Master of all Trades
Why Mixture of Experts (MoE) might be the best architecture to mimic the Human Brain and achieve Artificial General Intelligence.
Innovation occurs in waves. In the current wave of artificial intelligence, one particular architecture of neural networks has created ripples: the Mixture of Experts. Many companies and open-source projects have adopted this framework to launch a variety of new foundational models such as Mixtral, Grok-1, DBRX, Jamba, and many more. In fact, there are even rumors that OpenAI’s GPT-4 is based on a Mixture of Experts architecture. While the principle behind this architecture is not new—it was first proposed in the early 1990s—its resurgence and popularity might help predict the future of artificial intelligence.
The intuition behind Mixture of Experts is a simple divide and conquer algorithm. Break down a problem into specific sub-problems; assign tasks to “experts” best designed to solve those sub-problems and efficiently combine the results into a final answer. While Adam Smith may have been the first to observe how specialization leads to higher productivity in economics, the concept of division of labor is an integral part of human biology. In some sense, our brain is also a mixture of experts— consisting of several specialized structures, each one responsible for a specific function while working together to give life to the human experience.
When you touch the back of your head at the spot where you feel a bump, you are touching the area directly above your occipital lobe. This lobe is one of the four primary segments of the gray matter, or cortex, within your brain, which also includes the Frontal, Parietal, and Temporal lobes. Each of these lobes is tasked with performing specialized functions: decision-making, interpreting sensory information, visualizing images, and understanding spoken language. Similarly, a Mixture of Experts model comprises smaller expert models—typically eight—combined together through a "router" which takes the model inputs, selects the appropriate experts, and then produces the final output. This router acts similarly to the Thalamus, which is considered the "relay station" of the brain, connecting sensory nerves to the correct parts of the cortex and carrying return signals to the rest of the body.
💎 Mighty Metric
There are roughly 100 billion neurons in the Human Brain. By comparison, Google's Switch Transformer (one of the largest MoE models) has 1.6 trillion parameters!

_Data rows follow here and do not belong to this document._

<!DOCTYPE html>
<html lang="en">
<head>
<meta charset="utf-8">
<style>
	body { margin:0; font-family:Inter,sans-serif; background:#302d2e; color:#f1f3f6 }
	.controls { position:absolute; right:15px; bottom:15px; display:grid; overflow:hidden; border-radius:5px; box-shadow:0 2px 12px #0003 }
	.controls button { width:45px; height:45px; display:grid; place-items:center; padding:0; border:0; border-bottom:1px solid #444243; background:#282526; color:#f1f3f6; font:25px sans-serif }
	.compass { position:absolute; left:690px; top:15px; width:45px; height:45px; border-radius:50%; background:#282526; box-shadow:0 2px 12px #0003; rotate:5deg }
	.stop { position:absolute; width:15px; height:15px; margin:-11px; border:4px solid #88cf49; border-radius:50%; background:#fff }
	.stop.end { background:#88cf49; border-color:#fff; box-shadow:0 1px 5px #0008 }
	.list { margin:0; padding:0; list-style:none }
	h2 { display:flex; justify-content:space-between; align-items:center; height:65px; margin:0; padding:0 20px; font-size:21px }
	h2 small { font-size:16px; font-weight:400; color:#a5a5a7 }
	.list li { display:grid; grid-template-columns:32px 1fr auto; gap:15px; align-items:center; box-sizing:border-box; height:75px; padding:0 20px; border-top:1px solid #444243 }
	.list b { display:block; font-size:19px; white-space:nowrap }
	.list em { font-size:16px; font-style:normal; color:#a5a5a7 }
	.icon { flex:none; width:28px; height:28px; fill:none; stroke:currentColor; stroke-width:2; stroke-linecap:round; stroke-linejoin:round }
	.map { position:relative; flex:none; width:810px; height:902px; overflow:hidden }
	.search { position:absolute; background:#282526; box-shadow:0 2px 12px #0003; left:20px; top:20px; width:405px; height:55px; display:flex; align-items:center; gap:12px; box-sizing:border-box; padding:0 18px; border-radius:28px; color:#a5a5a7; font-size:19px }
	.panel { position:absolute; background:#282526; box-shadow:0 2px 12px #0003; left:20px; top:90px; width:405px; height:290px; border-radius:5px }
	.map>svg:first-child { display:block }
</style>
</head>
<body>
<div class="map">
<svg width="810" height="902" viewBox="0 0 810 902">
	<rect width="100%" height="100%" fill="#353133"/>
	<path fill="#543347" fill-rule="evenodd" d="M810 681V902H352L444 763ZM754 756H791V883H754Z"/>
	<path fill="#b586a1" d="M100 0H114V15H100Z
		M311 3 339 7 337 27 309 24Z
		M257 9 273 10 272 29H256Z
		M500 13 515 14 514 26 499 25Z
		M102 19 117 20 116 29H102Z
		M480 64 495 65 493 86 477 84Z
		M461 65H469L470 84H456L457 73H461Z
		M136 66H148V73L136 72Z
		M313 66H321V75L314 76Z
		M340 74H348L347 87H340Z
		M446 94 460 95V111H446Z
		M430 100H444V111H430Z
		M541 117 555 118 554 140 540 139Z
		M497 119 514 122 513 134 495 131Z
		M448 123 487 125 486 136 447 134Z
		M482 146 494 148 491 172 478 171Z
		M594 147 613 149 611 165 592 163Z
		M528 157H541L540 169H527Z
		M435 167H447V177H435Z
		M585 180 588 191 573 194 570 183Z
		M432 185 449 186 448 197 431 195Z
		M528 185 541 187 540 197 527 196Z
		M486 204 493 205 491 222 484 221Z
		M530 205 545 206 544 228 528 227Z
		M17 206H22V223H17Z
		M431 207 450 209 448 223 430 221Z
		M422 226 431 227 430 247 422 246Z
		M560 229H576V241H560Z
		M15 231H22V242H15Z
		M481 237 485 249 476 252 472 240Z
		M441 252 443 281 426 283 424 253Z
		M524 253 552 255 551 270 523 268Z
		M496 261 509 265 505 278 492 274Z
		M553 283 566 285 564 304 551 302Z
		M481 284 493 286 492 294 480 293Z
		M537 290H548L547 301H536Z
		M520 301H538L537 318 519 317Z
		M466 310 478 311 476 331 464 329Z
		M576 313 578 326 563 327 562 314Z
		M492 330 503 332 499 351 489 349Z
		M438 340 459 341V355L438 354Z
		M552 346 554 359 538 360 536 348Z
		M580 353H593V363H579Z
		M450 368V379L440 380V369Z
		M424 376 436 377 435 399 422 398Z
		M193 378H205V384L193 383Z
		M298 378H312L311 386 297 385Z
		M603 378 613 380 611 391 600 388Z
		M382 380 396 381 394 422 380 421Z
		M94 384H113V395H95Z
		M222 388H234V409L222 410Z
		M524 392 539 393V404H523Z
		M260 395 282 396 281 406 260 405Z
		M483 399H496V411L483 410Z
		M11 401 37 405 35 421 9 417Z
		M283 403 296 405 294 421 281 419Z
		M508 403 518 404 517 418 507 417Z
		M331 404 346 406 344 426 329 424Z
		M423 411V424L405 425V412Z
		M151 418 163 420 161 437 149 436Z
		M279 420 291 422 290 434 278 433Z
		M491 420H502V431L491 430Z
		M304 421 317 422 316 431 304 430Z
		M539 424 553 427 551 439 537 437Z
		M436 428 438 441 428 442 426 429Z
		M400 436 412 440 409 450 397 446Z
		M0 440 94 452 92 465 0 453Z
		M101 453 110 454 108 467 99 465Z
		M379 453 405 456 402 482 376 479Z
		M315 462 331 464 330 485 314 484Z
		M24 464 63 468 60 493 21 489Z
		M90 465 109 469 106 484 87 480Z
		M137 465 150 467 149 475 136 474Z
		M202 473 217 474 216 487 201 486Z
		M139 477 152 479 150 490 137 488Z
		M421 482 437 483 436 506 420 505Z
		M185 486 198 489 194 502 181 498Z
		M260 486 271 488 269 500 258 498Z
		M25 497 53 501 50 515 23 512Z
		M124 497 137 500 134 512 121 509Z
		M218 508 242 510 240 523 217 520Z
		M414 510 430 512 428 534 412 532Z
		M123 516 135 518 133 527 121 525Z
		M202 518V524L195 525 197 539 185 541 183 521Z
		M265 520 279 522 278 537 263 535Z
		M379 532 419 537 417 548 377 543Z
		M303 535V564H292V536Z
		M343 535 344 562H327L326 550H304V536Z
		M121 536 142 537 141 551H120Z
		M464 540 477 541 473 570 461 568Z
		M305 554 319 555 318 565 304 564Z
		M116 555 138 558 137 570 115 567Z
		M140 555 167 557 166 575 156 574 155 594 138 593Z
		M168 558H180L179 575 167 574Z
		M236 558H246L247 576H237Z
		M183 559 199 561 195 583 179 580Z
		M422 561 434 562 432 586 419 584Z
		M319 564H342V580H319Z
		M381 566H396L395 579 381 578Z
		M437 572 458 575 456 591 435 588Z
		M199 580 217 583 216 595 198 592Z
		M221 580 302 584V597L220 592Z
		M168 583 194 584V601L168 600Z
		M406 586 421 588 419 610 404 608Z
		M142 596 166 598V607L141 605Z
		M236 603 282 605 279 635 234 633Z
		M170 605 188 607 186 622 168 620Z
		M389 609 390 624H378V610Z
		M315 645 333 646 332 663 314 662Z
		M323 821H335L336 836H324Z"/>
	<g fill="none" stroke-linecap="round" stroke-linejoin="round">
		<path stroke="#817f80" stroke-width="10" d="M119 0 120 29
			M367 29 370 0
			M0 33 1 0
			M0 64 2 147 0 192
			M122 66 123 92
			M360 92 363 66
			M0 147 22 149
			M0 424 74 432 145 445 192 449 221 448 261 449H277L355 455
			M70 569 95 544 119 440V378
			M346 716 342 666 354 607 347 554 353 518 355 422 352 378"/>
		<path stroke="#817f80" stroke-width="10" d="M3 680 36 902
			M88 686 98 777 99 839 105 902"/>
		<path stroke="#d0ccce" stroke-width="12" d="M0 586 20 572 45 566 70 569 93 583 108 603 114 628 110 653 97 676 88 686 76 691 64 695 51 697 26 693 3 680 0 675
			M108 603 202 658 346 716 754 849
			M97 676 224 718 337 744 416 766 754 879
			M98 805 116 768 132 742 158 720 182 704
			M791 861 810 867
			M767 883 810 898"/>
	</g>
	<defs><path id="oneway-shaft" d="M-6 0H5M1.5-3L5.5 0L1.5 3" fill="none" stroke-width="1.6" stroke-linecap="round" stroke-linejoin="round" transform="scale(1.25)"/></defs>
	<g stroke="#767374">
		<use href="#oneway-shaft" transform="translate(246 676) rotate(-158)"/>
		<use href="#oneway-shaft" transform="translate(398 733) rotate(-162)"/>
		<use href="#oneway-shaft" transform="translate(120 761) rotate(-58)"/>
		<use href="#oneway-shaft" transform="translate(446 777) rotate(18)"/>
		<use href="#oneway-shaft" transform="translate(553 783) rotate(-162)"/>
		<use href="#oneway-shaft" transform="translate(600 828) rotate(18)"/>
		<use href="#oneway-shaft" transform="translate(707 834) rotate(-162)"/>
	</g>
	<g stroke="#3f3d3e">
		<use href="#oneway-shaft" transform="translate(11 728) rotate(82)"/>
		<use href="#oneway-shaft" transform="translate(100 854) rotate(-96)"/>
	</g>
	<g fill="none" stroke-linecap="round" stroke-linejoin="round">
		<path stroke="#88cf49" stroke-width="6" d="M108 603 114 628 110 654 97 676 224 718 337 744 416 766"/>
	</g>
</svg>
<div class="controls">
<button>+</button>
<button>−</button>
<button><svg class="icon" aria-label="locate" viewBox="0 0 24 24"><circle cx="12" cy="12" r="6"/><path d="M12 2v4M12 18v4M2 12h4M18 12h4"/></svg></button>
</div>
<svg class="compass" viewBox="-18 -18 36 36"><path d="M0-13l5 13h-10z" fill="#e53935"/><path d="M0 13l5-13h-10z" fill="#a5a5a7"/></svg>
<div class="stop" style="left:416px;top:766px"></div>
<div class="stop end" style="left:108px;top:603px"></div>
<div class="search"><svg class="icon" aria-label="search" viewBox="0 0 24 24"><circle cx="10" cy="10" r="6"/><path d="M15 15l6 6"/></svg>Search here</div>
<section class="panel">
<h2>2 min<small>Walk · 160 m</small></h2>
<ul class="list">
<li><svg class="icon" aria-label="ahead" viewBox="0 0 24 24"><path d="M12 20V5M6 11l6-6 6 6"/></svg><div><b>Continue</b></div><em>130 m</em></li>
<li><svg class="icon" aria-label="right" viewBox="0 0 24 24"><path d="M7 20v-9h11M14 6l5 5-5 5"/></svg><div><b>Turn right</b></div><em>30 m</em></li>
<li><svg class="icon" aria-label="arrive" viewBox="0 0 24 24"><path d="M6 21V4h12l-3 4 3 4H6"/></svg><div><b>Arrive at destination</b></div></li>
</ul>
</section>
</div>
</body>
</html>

The similarities between artificial intelligence models and the human brain don’t stop at the functional hierarchy of their components. In fact, the fundamental building blocks of all modern AI models are based on a simple processing unit: neurons. Layers of neurons make up a neural network, which is an efficient way to meaningfully represent inputs, store relationships between those inputs, and perform complex mathematical operations. What is commonly referred to as "learning" is simply the process of changing the relationships based on large amounts of training data. Obviously, neurons in computers are inspired by the neurons in our brains, which are living cells and perform a series of electrochemical processes to communicate with other neurons. In our brain, the learning process is continuous but similar—neurons that consistently communicate with each other form a stronger relationship. Indeed, neurons that fire together wire together.

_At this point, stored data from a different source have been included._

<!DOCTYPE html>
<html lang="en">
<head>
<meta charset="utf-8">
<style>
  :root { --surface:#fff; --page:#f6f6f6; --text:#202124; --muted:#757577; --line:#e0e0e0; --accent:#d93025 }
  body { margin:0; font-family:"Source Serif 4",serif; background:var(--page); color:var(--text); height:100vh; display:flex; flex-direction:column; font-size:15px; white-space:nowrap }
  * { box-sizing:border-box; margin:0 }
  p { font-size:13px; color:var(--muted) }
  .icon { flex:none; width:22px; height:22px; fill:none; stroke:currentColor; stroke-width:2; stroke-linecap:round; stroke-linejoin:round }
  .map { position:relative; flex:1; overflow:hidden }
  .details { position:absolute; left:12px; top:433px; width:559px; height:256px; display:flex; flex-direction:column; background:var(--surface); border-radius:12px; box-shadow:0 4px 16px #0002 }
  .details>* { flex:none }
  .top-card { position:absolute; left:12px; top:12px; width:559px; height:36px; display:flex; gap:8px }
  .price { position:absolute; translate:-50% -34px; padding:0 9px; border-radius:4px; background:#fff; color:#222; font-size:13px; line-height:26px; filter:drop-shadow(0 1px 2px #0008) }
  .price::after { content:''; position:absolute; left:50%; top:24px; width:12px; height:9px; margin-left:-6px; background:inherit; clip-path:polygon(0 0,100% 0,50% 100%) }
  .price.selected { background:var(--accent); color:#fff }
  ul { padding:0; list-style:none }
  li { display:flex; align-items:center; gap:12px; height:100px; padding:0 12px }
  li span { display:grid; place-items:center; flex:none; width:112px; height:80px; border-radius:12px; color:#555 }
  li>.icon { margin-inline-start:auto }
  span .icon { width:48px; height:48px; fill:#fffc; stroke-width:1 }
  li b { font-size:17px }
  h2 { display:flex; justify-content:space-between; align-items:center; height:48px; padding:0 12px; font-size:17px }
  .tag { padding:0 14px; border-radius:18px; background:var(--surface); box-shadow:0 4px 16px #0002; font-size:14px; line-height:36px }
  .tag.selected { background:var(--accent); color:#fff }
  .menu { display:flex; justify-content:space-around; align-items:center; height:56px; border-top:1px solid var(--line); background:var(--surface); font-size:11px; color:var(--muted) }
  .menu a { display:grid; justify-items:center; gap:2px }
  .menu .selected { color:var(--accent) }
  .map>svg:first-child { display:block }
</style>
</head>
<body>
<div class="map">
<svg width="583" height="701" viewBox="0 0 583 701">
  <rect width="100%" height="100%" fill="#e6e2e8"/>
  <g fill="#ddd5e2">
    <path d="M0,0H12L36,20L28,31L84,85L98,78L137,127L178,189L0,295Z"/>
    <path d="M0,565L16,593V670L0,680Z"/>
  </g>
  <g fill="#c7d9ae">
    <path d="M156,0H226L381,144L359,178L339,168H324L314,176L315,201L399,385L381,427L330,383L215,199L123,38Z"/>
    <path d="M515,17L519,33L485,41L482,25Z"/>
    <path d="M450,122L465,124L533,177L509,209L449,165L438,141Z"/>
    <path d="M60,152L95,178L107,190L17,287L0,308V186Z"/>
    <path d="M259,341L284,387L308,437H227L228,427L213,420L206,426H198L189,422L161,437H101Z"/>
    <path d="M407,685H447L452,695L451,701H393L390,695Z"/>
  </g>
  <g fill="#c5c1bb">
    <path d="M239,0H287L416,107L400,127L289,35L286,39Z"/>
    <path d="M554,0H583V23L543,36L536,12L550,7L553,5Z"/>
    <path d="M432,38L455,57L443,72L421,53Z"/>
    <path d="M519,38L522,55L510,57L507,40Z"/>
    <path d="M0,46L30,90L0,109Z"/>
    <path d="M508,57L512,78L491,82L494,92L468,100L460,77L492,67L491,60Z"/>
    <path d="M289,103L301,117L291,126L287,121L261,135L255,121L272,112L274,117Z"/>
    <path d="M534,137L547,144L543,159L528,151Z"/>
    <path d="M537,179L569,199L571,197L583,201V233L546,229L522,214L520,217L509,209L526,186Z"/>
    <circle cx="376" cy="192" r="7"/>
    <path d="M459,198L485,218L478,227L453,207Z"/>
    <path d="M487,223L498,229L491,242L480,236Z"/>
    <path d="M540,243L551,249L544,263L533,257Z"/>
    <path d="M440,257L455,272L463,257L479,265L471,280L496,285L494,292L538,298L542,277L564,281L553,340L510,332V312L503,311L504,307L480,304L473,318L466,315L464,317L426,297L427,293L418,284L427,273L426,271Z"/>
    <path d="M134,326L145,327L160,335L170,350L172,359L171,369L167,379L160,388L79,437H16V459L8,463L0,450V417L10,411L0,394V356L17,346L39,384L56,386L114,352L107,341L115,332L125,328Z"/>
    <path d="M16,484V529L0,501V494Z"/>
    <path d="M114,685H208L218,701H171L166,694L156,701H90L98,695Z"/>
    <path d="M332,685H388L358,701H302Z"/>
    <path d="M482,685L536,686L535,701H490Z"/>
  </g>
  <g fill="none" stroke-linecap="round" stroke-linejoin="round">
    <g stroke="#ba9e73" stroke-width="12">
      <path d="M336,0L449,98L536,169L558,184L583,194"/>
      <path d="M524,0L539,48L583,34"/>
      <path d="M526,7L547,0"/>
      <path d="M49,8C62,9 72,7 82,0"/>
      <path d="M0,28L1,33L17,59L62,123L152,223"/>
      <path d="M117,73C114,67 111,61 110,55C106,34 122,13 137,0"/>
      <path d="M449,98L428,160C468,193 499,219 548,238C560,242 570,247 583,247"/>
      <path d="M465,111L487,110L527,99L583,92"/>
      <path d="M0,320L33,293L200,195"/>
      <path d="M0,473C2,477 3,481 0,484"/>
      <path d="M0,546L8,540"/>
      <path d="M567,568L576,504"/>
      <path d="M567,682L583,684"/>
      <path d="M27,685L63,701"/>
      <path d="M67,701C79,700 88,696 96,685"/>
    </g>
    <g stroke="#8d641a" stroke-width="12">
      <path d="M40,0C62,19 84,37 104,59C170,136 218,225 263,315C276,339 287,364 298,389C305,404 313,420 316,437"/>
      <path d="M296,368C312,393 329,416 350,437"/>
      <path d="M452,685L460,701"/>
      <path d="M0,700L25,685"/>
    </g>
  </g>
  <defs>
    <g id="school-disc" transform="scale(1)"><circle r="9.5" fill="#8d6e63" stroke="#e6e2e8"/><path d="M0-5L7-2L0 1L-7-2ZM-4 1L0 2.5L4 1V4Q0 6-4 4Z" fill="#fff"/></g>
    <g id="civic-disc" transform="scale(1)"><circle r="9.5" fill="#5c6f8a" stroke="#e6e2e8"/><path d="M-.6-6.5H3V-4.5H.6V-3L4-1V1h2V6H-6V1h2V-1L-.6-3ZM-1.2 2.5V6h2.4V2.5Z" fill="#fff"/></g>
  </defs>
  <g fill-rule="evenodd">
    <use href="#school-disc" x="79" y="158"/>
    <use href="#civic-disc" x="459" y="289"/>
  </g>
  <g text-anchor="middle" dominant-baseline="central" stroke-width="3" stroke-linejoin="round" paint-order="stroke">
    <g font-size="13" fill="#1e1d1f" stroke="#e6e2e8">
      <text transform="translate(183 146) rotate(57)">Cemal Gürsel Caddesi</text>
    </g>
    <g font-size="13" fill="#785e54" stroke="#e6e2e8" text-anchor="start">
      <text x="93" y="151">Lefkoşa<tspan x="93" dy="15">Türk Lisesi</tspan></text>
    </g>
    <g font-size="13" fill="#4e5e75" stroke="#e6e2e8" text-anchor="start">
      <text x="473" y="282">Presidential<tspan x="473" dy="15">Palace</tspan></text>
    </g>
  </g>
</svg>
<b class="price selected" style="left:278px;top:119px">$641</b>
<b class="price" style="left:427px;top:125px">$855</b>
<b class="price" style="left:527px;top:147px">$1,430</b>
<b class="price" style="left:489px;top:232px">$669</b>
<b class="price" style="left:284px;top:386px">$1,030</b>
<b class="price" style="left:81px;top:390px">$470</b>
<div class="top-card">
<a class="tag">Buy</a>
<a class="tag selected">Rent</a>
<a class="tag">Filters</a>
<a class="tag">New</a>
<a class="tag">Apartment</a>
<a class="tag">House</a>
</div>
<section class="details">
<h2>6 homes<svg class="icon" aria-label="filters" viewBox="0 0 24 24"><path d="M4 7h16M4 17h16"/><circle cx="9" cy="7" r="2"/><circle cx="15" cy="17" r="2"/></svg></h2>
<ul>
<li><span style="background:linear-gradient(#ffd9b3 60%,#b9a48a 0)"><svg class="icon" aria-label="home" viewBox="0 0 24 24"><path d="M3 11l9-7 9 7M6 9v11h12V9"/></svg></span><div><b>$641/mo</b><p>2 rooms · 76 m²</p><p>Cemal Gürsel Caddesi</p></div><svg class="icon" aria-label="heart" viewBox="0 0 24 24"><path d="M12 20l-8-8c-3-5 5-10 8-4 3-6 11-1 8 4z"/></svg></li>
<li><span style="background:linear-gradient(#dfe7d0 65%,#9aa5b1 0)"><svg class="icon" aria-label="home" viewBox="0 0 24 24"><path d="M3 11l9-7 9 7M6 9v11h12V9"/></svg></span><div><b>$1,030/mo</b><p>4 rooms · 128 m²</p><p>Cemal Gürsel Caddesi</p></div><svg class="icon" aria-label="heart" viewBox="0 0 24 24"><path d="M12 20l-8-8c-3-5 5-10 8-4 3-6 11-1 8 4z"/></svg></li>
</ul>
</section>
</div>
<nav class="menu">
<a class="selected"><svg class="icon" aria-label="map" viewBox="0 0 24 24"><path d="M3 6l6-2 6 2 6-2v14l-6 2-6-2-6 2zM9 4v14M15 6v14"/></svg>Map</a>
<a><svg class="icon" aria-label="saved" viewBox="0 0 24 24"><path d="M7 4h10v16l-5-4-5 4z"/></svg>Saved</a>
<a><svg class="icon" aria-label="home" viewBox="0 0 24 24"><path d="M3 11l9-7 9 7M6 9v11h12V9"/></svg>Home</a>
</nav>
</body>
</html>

While neural networks have been around for a long time and have shown great improvements in performance through different architectures and parameter sizes, Mixture of Experts models add new layers of sophistication beyond basic biology. From a cognitive science perspective, this architecture can be seen as an implementation of a key framework to describe human consciousness—the Global Workspace Theory. The theory tries to explain the properties of consciousness, whether human or non-human, and lists a set of indicators that are necessary for a system to be considered conscious. From the properties listed in table below, one can see that the Mixture of Experts takes a giant leap towards making artificial intelligence more than just fancy number crunching and set the stage for Artificial General Intelligence.
Practical Reasons for Mixture of Experts
Apart from reorganizing the flow of information in existing large language models, a Mixture of Experts also helps address important technical challenges:
The most important factor in improving model quality is the size of the model. A Mixture of Experts allows scaling up to a larger parameter size without updating the weights (relationships between neurons) for the entire model but only for individual experts. This sparse representation of the model allows for compute-efficient training.
Additionally, the unique structure of a Mixture of Experts model allows for further optimization using a technique known as Expert Parallelism—allowing experts to run independently on different GPUs.
Lastly, a Mixture of Experts model allows for better inference speeds and higher throughput when the models are deployed, since the model only uses a small portion of its total number of parameters at any given time.